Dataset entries
►

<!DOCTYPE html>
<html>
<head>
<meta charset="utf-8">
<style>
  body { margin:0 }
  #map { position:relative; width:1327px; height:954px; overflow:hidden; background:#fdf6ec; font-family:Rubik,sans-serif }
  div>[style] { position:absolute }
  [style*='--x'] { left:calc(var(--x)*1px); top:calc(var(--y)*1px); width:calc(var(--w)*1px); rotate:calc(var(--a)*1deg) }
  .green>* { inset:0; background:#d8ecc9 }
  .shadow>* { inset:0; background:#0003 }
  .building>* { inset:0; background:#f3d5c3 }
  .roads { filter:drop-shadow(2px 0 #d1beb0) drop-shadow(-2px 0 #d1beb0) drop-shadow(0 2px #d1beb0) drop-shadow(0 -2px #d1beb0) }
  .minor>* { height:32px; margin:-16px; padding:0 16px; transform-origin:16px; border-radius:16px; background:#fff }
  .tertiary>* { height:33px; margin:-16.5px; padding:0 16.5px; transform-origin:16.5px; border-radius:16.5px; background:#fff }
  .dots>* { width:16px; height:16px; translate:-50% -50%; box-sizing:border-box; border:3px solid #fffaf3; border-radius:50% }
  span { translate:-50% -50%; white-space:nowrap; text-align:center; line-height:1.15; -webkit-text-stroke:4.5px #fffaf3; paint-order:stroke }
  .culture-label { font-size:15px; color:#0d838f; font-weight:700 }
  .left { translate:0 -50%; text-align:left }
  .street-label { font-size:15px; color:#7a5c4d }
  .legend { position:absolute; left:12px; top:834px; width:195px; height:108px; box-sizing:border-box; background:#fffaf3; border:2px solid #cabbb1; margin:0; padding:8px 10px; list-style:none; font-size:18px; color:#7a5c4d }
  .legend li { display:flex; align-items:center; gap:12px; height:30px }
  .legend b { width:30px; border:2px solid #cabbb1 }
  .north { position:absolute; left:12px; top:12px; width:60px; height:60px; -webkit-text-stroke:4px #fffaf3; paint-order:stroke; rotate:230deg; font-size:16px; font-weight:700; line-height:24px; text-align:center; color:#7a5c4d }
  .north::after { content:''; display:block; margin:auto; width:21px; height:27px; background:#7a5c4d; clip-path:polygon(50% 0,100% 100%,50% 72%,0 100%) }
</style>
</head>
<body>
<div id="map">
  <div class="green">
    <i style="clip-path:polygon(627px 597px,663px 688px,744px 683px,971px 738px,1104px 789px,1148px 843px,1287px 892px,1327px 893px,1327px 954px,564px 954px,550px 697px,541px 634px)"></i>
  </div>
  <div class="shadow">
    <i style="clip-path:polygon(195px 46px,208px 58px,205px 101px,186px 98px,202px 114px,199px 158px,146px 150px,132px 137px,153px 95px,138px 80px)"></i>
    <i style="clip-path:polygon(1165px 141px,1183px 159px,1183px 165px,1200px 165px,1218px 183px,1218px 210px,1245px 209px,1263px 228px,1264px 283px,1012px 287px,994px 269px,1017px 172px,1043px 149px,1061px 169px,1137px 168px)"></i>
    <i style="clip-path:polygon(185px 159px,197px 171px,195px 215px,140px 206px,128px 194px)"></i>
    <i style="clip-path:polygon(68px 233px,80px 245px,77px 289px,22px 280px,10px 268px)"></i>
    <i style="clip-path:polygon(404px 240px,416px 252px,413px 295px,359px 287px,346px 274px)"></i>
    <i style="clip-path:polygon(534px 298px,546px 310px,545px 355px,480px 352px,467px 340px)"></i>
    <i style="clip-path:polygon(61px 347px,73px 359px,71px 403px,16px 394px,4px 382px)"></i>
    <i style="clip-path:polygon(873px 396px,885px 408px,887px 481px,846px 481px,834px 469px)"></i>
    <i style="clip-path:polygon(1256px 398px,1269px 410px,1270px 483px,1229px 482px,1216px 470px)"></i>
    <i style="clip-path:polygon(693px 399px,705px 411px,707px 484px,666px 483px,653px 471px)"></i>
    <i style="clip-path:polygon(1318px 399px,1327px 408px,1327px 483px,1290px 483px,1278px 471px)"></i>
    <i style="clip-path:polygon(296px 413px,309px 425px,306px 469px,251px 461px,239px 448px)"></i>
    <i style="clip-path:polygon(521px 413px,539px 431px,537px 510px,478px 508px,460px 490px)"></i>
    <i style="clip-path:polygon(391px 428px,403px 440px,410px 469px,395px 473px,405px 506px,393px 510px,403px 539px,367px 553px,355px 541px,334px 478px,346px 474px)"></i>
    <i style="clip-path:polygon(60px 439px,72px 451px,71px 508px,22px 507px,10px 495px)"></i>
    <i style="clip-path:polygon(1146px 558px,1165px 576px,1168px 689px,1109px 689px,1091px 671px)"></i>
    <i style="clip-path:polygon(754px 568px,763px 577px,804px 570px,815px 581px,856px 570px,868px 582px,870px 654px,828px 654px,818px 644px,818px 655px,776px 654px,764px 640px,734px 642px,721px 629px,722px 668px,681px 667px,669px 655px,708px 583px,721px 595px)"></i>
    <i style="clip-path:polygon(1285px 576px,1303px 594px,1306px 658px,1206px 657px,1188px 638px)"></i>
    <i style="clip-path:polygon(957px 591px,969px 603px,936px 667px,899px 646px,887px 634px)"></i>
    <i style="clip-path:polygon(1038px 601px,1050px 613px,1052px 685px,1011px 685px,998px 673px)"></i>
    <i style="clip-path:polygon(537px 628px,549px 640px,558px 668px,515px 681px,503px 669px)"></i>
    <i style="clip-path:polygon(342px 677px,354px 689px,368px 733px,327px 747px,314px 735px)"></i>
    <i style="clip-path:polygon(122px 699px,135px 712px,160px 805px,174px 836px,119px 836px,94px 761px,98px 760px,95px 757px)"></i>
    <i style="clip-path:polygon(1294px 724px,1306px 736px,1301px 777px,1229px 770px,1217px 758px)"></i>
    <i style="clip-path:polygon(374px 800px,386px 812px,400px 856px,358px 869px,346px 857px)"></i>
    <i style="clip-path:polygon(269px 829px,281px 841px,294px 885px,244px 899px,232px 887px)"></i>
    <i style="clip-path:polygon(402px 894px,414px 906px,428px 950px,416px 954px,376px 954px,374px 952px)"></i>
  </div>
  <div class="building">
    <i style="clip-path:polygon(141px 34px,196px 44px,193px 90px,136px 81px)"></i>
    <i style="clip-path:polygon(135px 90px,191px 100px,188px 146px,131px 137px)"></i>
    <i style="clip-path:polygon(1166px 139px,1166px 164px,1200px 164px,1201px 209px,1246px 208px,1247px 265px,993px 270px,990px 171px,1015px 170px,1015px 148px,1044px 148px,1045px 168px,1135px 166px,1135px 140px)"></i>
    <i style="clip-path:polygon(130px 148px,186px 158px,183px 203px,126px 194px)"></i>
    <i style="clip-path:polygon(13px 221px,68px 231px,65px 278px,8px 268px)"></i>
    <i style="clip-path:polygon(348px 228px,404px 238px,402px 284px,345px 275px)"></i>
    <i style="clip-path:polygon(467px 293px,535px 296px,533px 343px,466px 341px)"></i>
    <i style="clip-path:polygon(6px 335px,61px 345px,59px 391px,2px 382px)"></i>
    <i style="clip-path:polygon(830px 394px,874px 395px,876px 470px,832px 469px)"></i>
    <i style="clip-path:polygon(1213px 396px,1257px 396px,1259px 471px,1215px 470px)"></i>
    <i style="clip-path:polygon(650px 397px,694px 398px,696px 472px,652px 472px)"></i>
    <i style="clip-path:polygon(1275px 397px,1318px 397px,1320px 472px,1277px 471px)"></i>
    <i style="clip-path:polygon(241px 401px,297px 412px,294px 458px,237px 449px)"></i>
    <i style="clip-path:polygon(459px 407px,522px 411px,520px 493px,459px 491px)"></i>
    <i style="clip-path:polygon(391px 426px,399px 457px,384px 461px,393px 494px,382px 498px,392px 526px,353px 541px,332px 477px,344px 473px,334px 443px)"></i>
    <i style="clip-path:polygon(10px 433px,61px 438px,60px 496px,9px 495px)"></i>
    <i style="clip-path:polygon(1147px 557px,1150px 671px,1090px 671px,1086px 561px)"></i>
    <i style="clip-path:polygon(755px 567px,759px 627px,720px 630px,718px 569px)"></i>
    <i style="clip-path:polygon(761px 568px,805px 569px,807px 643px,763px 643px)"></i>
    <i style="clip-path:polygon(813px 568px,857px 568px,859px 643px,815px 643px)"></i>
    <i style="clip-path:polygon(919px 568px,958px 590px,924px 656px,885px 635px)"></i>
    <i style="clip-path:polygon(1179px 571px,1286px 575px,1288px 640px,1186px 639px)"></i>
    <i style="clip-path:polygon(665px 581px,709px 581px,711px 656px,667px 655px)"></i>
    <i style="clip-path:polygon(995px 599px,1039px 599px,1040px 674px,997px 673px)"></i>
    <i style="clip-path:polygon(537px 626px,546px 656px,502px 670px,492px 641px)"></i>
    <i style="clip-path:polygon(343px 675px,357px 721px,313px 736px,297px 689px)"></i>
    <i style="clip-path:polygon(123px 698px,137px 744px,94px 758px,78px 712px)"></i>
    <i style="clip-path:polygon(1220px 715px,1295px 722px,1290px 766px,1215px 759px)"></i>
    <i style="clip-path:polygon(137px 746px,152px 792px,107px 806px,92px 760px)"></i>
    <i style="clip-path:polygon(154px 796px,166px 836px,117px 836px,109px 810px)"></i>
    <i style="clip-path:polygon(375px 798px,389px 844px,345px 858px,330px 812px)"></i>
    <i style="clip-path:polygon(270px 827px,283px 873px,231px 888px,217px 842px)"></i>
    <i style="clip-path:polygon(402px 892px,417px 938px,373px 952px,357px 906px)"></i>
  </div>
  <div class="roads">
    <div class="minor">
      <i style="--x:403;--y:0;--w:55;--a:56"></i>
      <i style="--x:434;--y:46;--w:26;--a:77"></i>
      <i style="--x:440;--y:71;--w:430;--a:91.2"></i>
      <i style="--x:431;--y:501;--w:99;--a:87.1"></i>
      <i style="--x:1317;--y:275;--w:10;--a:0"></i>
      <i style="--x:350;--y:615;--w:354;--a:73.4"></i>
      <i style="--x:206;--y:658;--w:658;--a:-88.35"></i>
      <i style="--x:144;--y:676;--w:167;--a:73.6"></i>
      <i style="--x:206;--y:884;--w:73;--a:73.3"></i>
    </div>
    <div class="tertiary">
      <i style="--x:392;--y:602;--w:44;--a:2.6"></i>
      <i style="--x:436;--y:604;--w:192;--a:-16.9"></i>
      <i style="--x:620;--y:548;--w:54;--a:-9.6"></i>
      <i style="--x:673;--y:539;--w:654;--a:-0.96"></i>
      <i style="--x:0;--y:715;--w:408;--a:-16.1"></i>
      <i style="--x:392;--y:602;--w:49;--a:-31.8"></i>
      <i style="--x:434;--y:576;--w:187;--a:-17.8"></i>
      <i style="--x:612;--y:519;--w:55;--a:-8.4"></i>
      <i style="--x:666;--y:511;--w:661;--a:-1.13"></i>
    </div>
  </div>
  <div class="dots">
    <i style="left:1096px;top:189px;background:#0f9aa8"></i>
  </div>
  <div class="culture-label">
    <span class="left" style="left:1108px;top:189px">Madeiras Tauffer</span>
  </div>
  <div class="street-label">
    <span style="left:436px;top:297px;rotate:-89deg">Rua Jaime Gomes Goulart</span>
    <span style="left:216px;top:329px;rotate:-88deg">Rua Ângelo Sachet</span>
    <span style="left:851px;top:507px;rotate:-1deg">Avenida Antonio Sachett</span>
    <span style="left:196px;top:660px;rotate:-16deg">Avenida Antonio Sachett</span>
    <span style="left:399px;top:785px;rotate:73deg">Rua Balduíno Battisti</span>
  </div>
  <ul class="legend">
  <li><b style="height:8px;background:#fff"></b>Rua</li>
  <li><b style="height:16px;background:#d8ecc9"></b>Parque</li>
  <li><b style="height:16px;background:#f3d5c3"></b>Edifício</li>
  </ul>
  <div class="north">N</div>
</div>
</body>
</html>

◄

EXERCISE BRIEF: Retype exactly the lines of the data above, starting at its first line and finishing with the line that has "filter:drop-shadow(2px 0 #d1beb0)" in it.

RESPONSE TO THE TASK:
<!DOCTYPE html>
<html>
<head>
<meta charset="utf-8">
<style>
  body { margin:0 }
  #map { position:relative; width:1327px; height:954px; overflow:hidden; background:#fdf6ec; font-family:Rubik,sans-serif }
  div>[style] { position:absolute }
  [style*='--x'] { left:calc(var(--x)*1px); top:calc(var(--y)*1px); width:calc(var(--w)*1px); rotate:calc(var(--a)*1deg) }
  .green>* { inset:0; background:#d8ecc9 }
  .shadow>* { inset:0; background:#0003 }
  .building>* { inset:0; background:#f3d5c3 }
  .roads { filter:drop-shadow(2px 0 #d1beb0) drop-shadow(-2px 0 #d1beb0) drop-shadow(0 2px #d1beb0) drop-shadow(0 -2px #d1beb0) }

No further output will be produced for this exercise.